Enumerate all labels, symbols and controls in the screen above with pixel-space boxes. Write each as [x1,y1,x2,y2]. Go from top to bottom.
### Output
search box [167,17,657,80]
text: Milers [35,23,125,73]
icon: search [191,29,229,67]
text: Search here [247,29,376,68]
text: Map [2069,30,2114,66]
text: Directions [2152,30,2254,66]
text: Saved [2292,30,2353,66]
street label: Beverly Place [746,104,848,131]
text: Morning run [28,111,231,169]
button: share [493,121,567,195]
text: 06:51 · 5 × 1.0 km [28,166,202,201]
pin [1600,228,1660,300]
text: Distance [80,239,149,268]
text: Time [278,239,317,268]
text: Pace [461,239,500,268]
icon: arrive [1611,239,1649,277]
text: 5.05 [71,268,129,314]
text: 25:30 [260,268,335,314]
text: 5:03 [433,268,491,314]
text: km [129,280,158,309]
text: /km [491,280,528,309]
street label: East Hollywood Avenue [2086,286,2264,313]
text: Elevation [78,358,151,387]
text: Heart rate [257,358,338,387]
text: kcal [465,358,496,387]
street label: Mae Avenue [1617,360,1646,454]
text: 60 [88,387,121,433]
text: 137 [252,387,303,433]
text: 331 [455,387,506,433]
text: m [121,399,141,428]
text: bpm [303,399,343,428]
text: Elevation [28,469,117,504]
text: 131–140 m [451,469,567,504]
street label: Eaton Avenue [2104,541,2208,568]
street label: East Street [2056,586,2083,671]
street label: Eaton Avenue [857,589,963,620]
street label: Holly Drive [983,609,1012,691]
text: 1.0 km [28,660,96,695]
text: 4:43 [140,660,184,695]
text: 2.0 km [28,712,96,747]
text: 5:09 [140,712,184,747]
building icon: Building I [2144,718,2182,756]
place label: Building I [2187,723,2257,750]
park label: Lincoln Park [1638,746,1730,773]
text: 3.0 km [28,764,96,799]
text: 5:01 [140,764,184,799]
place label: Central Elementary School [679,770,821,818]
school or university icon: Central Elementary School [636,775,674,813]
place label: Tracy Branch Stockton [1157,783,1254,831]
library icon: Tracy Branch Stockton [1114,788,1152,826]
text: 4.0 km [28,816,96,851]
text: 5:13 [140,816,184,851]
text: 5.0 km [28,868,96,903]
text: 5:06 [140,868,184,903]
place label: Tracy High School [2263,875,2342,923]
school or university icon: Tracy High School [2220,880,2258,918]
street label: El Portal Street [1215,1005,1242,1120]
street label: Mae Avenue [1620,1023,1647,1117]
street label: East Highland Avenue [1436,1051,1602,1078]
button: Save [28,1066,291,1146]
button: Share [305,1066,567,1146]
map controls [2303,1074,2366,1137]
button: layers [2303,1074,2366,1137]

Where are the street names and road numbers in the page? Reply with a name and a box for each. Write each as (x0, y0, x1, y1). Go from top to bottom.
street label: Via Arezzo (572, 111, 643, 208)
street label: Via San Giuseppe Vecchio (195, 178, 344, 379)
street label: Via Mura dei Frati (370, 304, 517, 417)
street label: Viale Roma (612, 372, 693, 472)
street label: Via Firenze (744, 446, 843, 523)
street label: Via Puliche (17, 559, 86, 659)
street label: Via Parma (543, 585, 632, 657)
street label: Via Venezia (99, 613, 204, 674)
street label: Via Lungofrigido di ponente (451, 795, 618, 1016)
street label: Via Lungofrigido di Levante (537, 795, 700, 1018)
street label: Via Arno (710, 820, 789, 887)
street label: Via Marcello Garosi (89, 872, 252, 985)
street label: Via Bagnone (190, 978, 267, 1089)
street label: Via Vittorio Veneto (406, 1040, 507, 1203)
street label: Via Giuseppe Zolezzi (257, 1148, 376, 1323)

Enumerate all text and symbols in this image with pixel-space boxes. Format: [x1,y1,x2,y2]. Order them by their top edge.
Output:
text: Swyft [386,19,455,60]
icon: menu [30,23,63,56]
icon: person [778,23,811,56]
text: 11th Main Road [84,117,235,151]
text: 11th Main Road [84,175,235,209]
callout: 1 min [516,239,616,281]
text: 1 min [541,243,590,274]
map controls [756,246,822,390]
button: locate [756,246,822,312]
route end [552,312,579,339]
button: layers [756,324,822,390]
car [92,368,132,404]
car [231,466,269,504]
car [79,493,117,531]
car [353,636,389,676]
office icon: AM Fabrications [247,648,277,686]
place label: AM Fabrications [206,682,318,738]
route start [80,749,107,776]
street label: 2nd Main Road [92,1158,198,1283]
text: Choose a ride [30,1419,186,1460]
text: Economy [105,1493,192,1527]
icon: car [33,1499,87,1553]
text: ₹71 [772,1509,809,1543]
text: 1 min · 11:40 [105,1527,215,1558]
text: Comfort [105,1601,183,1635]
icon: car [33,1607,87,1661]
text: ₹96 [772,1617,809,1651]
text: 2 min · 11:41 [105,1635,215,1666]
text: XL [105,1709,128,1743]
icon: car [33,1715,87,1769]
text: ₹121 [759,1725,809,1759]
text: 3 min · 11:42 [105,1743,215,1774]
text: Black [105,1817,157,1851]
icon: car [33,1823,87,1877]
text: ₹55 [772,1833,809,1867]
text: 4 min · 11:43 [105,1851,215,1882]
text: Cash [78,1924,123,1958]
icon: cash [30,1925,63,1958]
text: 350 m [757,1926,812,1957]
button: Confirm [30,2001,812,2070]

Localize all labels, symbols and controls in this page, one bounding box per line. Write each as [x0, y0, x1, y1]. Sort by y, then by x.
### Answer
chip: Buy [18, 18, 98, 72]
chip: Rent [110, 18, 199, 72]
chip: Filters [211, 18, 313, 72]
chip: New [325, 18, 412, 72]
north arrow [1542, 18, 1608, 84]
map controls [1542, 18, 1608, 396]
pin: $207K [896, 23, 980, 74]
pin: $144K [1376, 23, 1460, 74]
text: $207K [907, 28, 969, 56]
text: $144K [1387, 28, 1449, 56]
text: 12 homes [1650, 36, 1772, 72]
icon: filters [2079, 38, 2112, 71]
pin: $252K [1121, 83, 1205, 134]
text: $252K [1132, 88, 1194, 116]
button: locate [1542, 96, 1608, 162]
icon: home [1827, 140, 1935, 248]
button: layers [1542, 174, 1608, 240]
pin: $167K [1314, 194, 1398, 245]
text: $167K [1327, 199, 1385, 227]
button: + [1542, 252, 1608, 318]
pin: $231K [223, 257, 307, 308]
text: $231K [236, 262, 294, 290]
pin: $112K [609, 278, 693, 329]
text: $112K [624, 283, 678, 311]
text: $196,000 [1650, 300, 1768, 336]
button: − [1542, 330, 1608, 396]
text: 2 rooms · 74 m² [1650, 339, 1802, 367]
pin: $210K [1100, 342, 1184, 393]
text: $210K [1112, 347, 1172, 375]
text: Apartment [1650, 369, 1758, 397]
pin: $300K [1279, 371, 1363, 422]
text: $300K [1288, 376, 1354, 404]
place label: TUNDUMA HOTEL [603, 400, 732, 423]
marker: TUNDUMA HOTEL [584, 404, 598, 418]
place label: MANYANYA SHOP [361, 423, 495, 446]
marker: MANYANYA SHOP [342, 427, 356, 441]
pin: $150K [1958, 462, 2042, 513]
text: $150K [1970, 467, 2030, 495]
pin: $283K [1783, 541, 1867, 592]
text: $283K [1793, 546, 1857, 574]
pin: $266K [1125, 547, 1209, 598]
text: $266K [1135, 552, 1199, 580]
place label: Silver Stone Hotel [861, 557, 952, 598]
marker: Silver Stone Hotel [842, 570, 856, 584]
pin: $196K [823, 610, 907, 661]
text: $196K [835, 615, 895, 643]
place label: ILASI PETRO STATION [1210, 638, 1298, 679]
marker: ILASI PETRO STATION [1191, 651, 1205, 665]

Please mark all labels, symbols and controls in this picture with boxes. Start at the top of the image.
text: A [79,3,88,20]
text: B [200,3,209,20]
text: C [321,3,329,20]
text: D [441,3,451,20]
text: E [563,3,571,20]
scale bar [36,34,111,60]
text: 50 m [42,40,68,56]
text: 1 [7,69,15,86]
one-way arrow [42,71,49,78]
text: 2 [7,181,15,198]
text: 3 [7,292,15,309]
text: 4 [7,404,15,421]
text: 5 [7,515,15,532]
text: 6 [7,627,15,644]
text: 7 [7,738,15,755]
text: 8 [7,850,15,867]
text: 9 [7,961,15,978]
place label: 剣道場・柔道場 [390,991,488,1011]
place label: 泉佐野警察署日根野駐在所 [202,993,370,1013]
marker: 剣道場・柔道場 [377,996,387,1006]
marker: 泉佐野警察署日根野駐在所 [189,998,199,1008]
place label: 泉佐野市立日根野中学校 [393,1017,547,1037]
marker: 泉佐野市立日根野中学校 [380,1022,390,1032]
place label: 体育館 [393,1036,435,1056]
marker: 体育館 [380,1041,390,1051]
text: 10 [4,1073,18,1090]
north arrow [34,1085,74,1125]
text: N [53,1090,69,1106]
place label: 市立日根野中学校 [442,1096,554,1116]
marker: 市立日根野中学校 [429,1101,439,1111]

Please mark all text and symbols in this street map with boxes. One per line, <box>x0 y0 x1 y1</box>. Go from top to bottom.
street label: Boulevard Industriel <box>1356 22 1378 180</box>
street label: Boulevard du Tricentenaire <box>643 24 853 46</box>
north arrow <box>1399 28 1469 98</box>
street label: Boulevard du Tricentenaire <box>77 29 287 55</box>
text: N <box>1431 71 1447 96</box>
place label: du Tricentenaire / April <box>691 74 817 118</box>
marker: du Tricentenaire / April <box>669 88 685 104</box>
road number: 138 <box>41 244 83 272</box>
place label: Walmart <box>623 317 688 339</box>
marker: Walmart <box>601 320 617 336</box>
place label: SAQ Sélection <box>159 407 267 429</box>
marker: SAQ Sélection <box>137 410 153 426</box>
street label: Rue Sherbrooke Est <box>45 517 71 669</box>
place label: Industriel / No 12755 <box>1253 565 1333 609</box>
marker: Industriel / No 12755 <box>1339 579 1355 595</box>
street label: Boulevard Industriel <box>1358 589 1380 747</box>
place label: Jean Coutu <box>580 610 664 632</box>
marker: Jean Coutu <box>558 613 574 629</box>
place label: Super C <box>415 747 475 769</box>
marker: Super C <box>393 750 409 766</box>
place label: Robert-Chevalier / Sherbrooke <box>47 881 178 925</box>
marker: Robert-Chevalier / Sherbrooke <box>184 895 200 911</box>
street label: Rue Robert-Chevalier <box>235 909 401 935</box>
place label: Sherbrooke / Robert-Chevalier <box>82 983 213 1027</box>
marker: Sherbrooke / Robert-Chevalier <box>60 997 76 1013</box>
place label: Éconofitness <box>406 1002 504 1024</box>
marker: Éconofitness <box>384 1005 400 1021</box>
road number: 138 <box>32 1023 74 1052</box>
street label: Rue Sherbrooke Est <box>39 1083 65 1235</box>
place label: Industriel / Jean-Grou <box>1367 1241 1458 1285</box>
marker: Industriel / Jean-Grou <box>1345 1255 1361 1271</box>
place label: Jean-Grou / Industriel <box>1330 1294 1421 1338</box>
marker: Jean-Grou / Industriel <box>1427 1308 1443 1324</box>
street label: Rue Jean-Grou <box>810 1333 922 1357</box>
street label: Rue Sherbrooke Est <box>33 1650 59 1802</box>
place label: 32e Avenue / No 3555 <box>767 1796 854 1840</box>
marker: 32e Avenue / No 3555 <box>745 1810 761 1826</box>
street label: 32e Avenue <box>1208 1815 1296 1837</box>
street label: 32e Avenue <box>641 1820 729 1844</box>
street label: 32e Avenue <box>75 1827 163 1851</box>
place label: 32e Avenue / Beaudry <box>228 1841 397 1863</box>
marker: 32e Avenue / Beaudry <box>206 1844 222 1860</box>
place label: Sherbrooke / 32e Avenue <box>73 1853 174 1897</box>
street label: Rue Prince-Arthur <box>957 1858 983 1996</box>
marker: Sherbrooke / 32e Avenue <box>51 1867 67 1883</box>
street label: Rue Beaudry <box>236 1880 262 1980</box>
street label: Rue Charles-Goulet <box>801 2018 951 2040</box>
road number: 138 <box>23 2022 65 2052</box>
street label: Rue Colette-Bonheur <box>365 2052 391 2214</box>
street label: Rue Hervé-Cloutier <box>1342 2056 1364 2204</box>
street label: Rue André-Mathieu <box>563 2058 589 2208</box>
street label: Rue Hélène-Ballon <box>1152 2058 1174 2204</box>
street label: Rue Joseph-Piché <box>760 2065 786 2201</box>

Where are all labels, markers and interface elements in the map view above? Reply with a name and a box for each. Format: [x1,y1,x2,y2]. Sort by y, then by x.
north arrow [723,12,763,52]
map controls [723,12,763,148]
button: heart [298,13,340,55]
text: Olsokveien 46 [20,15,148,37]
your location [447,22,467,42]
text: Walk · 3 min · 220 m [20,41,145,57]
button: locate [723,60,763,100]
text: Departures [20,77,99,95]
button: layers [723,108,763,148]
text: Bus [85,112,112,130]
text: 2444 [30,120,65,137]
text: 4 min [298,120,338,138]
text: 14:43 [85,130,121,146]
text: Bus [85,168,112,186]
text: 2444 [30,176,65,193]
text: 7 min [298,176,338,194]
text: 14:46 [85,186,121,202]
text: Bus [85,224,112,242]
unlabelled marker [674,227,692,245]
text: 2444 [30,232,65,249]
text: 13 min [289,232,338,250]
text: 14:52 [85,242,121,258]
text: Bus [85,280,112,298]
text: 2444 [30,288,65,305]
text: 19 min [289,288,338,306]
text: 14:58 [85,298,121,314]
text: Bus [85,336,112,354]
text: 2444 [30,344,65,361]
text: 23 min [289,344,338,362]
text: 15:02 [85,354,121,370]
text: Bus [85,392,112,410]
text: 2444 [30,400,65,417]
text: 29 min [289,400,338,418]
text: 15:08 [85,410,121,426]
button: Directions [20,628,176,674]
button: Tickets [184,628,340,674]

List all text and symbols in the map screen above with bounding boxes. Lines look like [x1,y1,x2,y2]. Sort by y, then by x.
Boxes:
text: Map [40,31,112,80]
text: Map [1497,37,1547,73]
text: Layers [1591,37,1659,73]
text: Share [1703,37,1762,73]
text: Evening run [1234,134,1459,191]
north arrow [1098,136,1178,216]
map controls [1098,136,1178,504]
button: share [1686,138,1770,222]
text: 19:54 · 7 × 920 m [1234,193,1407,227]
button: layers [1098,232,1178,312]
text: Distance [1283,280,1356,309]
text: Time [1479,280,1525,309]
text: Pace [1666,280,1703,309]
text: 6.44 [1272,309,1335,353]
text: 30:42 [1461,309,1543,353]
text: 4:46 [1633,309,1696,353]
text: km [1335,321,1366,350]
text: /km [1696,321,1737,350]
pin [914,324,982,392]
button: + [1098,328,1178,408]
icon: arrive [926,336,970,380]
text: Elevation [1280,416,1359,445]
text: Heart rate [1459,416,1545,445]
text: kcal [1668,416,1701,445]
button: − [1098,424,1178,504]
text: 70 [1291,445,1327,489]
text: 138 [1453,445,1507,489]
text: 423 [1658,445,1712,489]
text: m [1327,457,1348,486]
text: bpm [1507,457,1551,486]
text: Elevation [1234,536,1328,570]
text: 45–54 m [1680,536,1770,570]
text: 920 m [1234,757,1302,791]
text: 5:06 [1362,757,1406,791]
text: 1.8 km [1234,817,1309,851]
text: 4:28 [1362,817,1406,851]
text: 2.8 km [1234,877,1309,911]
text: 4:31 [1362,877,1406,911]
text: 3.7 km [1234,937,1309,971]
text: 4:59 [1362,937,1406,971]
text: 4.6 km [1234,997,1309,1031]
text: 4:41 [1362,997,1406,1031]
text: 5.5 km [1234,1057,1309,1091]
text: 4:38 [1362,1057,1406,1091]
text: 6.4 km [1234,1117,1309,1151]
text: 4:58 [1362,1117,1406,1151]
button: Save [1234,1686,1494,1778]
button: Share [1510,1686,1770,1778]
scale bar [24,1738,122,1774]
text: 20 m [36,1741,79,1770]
═══
**Task details:** What you return should be exactly the lines above, starting at the one with "Where are all" and ending at the one with "List all text", and nothing else.

**Answer for the task:**
Where are all labels, markers and interface elements in the map view above? Reply with a name and a box for each. Format: [x1,y1,x2,y2]. Sort by y, then by x.
north arrow [723,12,763,52]
map controls [723,12,763,148]
button: heart [298,13,340,55]
text: Olsokveien 46 [20,15,148,37]
your location [447,22,467,42]
text: Walk · 3 min · 220 m [20,41,145,57]
button: locate [723,60,763,100]
text: Departures [20,77,99,95]
button: layers [723,108,763,148]
text: Bus [85,112,112,130]
text: 2444 [30,120,65,137]
text: 4 min [298,120,338,138]
text: 14:43 [85,130,121,146]
text: Bus [85,168,112,186]
text: 2444 [30,176,65,193]
text: 7 min [298,176,338,194]
text: 14:46 [85,186,121,202]
text: Bus [85,224,112,242]
unlabelled marker [674,227,692,245]
text: 2444 [30,232,65,249]
text: 13 min [289,232,338,250]
text: 14:52 [85,242,121,258]
text: Bus [85,280,112,298]
text: 2444 [30,288,65,305]
text: 19 min [289,288,338,306]
text: 14:58 [85,298,121,314]
text: Bus [85,336,112,354]
text: 2444 [30,344,65,361]
text: 23 min [289,344,338,362]
text: 15:02 [85,354,121,370]
text: Bus [85,392,112,410]
text: 2444 [30,400,65,417]
text: 29 min [289,400,338,418]
text: 15:08 [85,410,121,426]
button: Directions [20,628,176,674]
button: Tickets [184,628,340,674]

List all text and symbols in the map screen above with bounding boxes. Lines look like [x1,y1,x2,y2]. Sort by y, then by x.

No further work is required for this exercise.